Tuesday, December 21, 2010

Income taxes and the super rich

Here is an important new paper I will be reading carefully along with my winter term tax policy students (AFTER they have finished studying for the IRS VITA certification exam I give the first day!):

Jobs and Income Growth of Top Earners and the Causes of Changing Income Inequality: Evidence from US Tax Return Data by Professor Jon Bakija (Williams College), Adam Cole (US Treasury Dept Office of Tax Policy), and Professor Bradley Heim (Indiana University.)

Lots of interesting information about where the big earners have been earning most of their money in recent decades--short answer: the financial industry. It's important to note that this was not always true. The financial industry was not very lucrative (or all that respectable, for that matter) in the 1970s. Also some interesting information about behavioral elasticities of the super-rich.

Check out the colorful commentary from George Mason University economist Tyler Cowen here:

Here is a summary of their broader results:

Our findings suggest that the incomes of executives, managers, supervisors, and financial professionals can account for 60 percent of the increase in the share of national income going to the top percentile of the income distribution between 1979 and 2005. We also demonstrate significant heterogeneity in income growth across and within occupations among people in the top percentile of the income distribution, suggesting that factors that changed in the same way over time for all high income people are probably not the main cause of increasing inequality at the top. The incomes of executives, managers, financial professionals, and technology professionals who are in the top 0.1 percent of the income distribution are found to be very sensitive to stock market fluctuations. Most of our evidence suggests that financial market asset prices, corporate governance, entrepreneurship, and income shifting across corporate and personal tax bases may be especially important in explaining the dramatic rise in top income shares.

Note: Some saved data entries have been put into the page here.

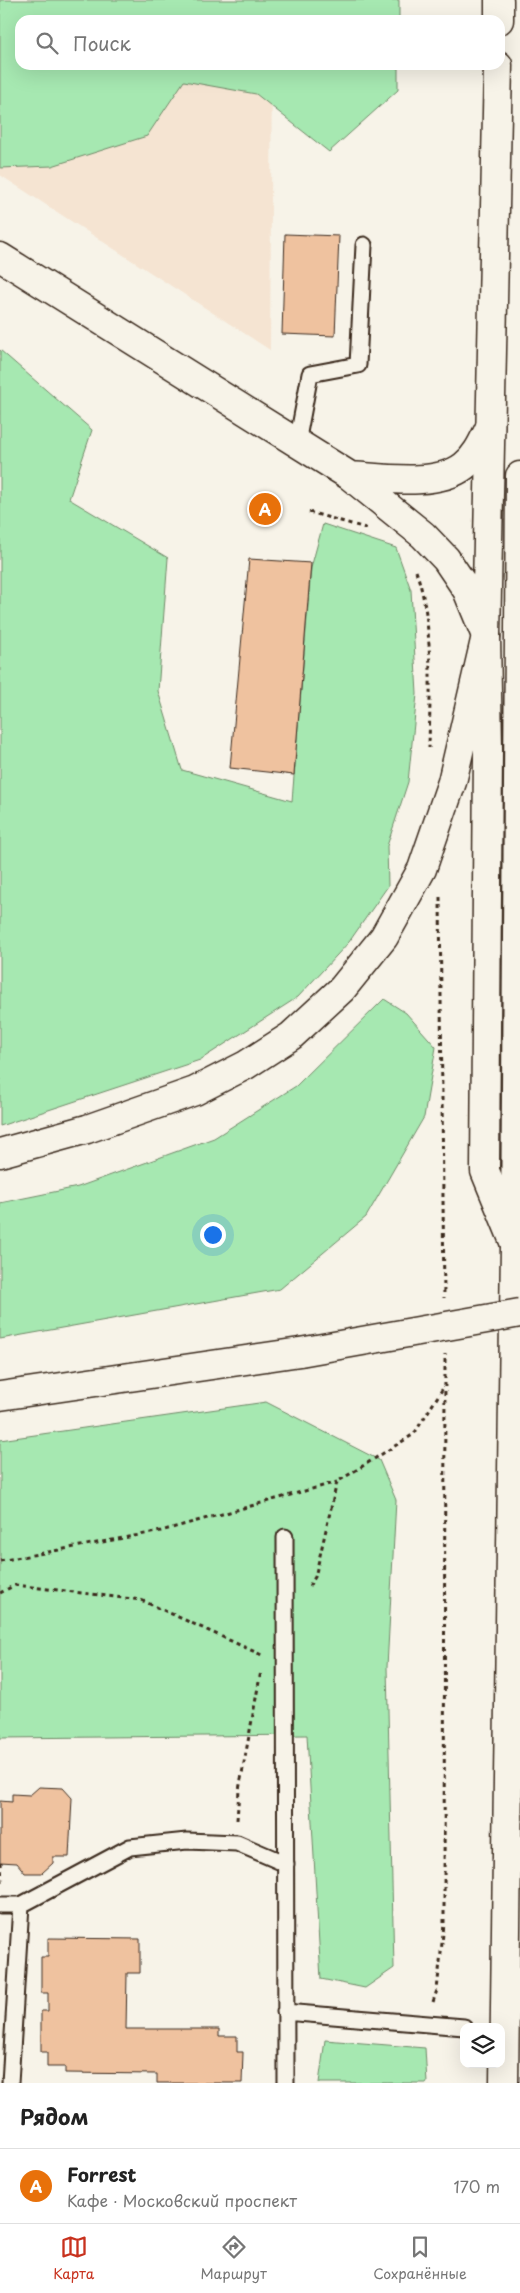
<!DOCTYPE html>
<html lang="ru">
<meta charset="utf-8">
<style>
:root{--surface:#fff;--page:#f2f2f2;--text:#222;--muted:#767676;--line:#e0e0e0;--accent:#c8321e}
body{margin:0;font-family:"Playpen Sans",sans-serif;background:var(--page);color:var(--text)}
.controls{position:absolute;right:15px;bottom:15px;display:grid;overflow:hidden;border-radius:10px;box-shadow:0 5px 20px #0002}
.controls button{width:45px;height:45px;display:grid;place-items:center;padding:0;border:0;border-bottom:1px solid var(--line);background:var(--surface);color:var(--text);font:25px sans-serif}
.you{position:absolute;left:212px;top:1234px;width:18px;height:18px;margin:-12px;border:4px solid #fff;border-radius:50%;background:#1a73e8;box-shadow:0 0 0 8px #1a73e833}
.badge{display:grid;place-items:center;width:32px;height:32px;border-radius:50%;background:var(--accent);color:#fff;font-size:16px;font-weight:700}
.pin{position:absolute;translate:-50% -50%;border:2px solid #fff;box-shadow:0 1px 5px #0006}
.list{margin:0;padding:0;list-style:none}
h2{display:flex;justify-content:space-between;align-items:center;height:65px;margin:0;padding:0 20px;font-size:21px}
h2 small{font-size:16px;font-weight:400;color:var(--muted)}
.list li{display:grid;grid-template-columns:32px 1fr auto;gap:15px;align-items:center;box-sizing:border-box;height:75px;padding:0 20px;border-top:1px solid var(--line)}
.list b{display:block;font-size:19px;white-space:nowrap}
.list p{margin:0;font-size:16px;white-space:nowrap;color:var(--muted)}
.list em{font-size:16px;font-style:normal;color:var(--muted)}
.icon{flex:none;width:28px;height:28px;fill:none;stroke:currentColor;stroke-width:2;stroke-linecap:round;stroke-linejoin:round}
.map{position:relative;flex:none;width:520px;height:2083px;overflow:hidden}
.search{position:absolute;background:var(--surface);box-shadow:0 5px 20px #0002;left:15px;right:15px;top:15px;height:55px;display:flex;align-items:center;gap:12px;box-sizing:border-box;padding:0 18px;border-radius:15px;color:var(--muted);font-size:19px}
.sheet{height:140px;background:var(--surface)}
nav{display:flex;justify-content:space-around;align-items:center;box-sizing:border-box;height:70px;border-top:1px solid var(--line);background:var(--surface);font-size:14px;color:var(--muted)}
nav a{display:grid;justify-items:center;gap:2px}
nav .on{color:var(--accent)}
.map>svg:first-child{display:block}
</style>
<div class="map">
<svg width="520" height="2083" viewBox="0 0 520 2083">
<rect width="100%" height="100%" fill="#f7f3e8"/>
<filter id="ink" filterUnits="userSpaceOnUse"><feTurbulence type="fractalNoise" baseFrequency=".02" numOctaves="2"/><feDisplacementMap in="SourceGraphic" scale="10" xChannelSelector="R" yChannelSelector="G"/><feConvolveMatrix kernelMatrix="1 2 1 2 8 2 1 2 1" color-interpolation-filters="sRGB"/></filter>
<g filter="url(#ink)">
<path fill="#f5e4d2" d="M0,0l20,20v45h252l-2,285 -270,-175z"/>
<path fill="#a6e8b1" stroke="#708968" d="M0,0h399v20h-379v45h378v25l-69,62 -73,-58 -72,-13 -37,55 -95,30 -52,2z
M0,350l92,80 -23,69 99,59 -10,133 24,79 110,31 19,-233 12,-44 73,24 15,42 6,104 -9,88 -21,64 1,40 -39,56 -51,55 -98,63 -200,66z
M384,999l22,14 30,34 -12,70 -58,100 -86,72 -280,50v-136l78,-16 136,-49 82,-52z
M266,1402l113,58 17,40 -9,167 7,301 -29,20 -44,-9 -14,-244 -307,3v-298z
M325,2040l100,8 2,35h-108z"/>
<path fill="#efc29f" stroke="#3b2a1e" d="M285,234l54,2 -4,100 -53,-2z
M249,559l62,4 -17,212 -64,-7z
M39,1787l24,1 9,10 -3,59h-16v6l-11,10h-17l-8,-10 -17,-1v-61l12,1v-8l18,1z
M48,1938l92,1v34h-13l-1,56h93v7h18v16h6l-1,31h-85v-9l-92,-1v-6h-18v-15h-6v-41h7v-18h-7v-36h7z"/>
<g fill="none" stroke-linecap="round" stroke-linejoin="round">
<defs>
<path id="lane" d="M297,443l13,-69 48,-9 6,-120
M285,1537l1,546
M0,1905h21l109,-58 57,-6 50,2 49,21
M285,2012l179,15
M10,2083l11,-178"/>
<path id="secondary" d="M0,257l350,219 73,59 23,24 21,31 19,46 2,113 -3,422 30,73
M350,476c32,2 87,11 114,-10 13,-10 19,-25 26,-39"/>
<path id="primary" d="M504,2083l11,-839 5,-768"/>
<path id="highway" d="M499,20v-20
M0,1153l87,-24 108,-38 51,-26 45,-29 51,-47 42,-52 38,-68 30,-87 34,-146 12,-571
M0,1396l300,-44"/>
</defs>
<use href="#lane" stroke="#3b2a1e" stroke-width="19"/>
<use href="#secondary" stroke="#3b2a1e" stroke-width="31"/>
<use href="#primary" stroke="#3b2a1e" stroke-width="31"/>
<use href="#highway" stroke="#3b2a1e" stroke-width="31"/>
<path stroke="#3b2a1e" stroke-width="3" stroke-dasharray="4 4" stroke-linecap="butt" d="M309,512l60,17
M416,571c18,50 14,123 13,177
M440,897l4,401
M0,1561l161,-30 176,-49
M309,1586l6,-9 22,-95 77,-48 31,-49
M0,1593l15,-8 126,15 123,56
M237,1820l2,-30 22,-119
M1,1862l1,22
M433,2002l4,-12 7,-66 1,-570"/>
<use href="#lane" stroke="#f7f3e8" stroke-width="15"/>
<use href="#secondary" stroke="#f7f3e8" stroke-width="28"/>
<use href="#primary" stroke="#f7f3e8" stroke-width="28"/>
<use href="#highway" stroke="#f7f3e8" stroke-width="28"/>
<defs>
<path id="highway-bridge" d="M300,1352l220,-39"/>
</defs>
<use href="#highway-bridge" stroke="#3b2a1e" stroke-width="31" stroke-linecap="butt"/>
<use href="#highway-bridge" stroke="#f7f3e8" stroke-width="28"/>
</g>
</g>
</svg>
<div class="controls">
<button><svg class="icon" aria-label="layers" viewBox="0 0 24 24"><path d="M12 4l9 5-9 5-9-5zM3 14l9 5 9-5"/></svg></button>
</div>
<div class="you"></div>
<div class="pin badge" style="left:265px;top:509px;background:#e8710a">A</div>
<div class="search"><svg class="icon" aria-label="search" viewBox="0 0 24 24"><circle cx="10" cy="10" r="6"/><path d="M15 15l6 6"/></svg>Поиск</div>
</div>
<section class="sheet">
<h2>Рядом<small></small></h2>
<ul class="list">
<li><span class="badge" style="background:#e8710a">A</span><div><b>Forrest</b><p>Кафе · Московский проспект</p></div><em>170 m</em></li>
</ul>
</section>
<nav>
<a class="on"><svg class="icon" aria-label="map" viewBox="0 0 24 24"><path d="M3 6l6-2 6 2 6-2v14l-6 2-6-2-6 2zM9 4v14M15 6v14"/></svg>Карта</a>
<a><svg class="icon" aria-label="directions" viewBox="0 0 24 24"><path d="M12 3l9 9-9 9-9-9zM9 14v-3h6M13 9l2 2-2 2"/></svg>Маршрут</a>
<a><svg class="icon" aria-label="saved" viewBox="0 0 24 24"><path d="M7 4h10v16l-5-4-5 4z"/></svg>Сохранённые</a>
</nav>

I would reword this as a) "it's complicated," and b) "a lot of them made the money in capital markets." It does remain the case that top incomes in finance rose by far most rapidly.

In this very careful and rigorous paper, here is a "scream it from the rooftops" result:

...we find that a one percent increase in the net of tax share is associated with an 0.7 percent reduction in incomes earned by people in the top 0.1 percent of the income distribution, which would imply that if we were to raise top marginal tax rates further on these taxpayers, the increase in deadweight loss would be substantially larger than the increase in revenue raised [emphasis added]. However, we find essentially no evidence at all of any responsiveness of people below the top 0.1 percent...

Check out as well the response to Professor Cowen's commentary by journalist Kevin Drum in Deadweight Losses of the SuperRich.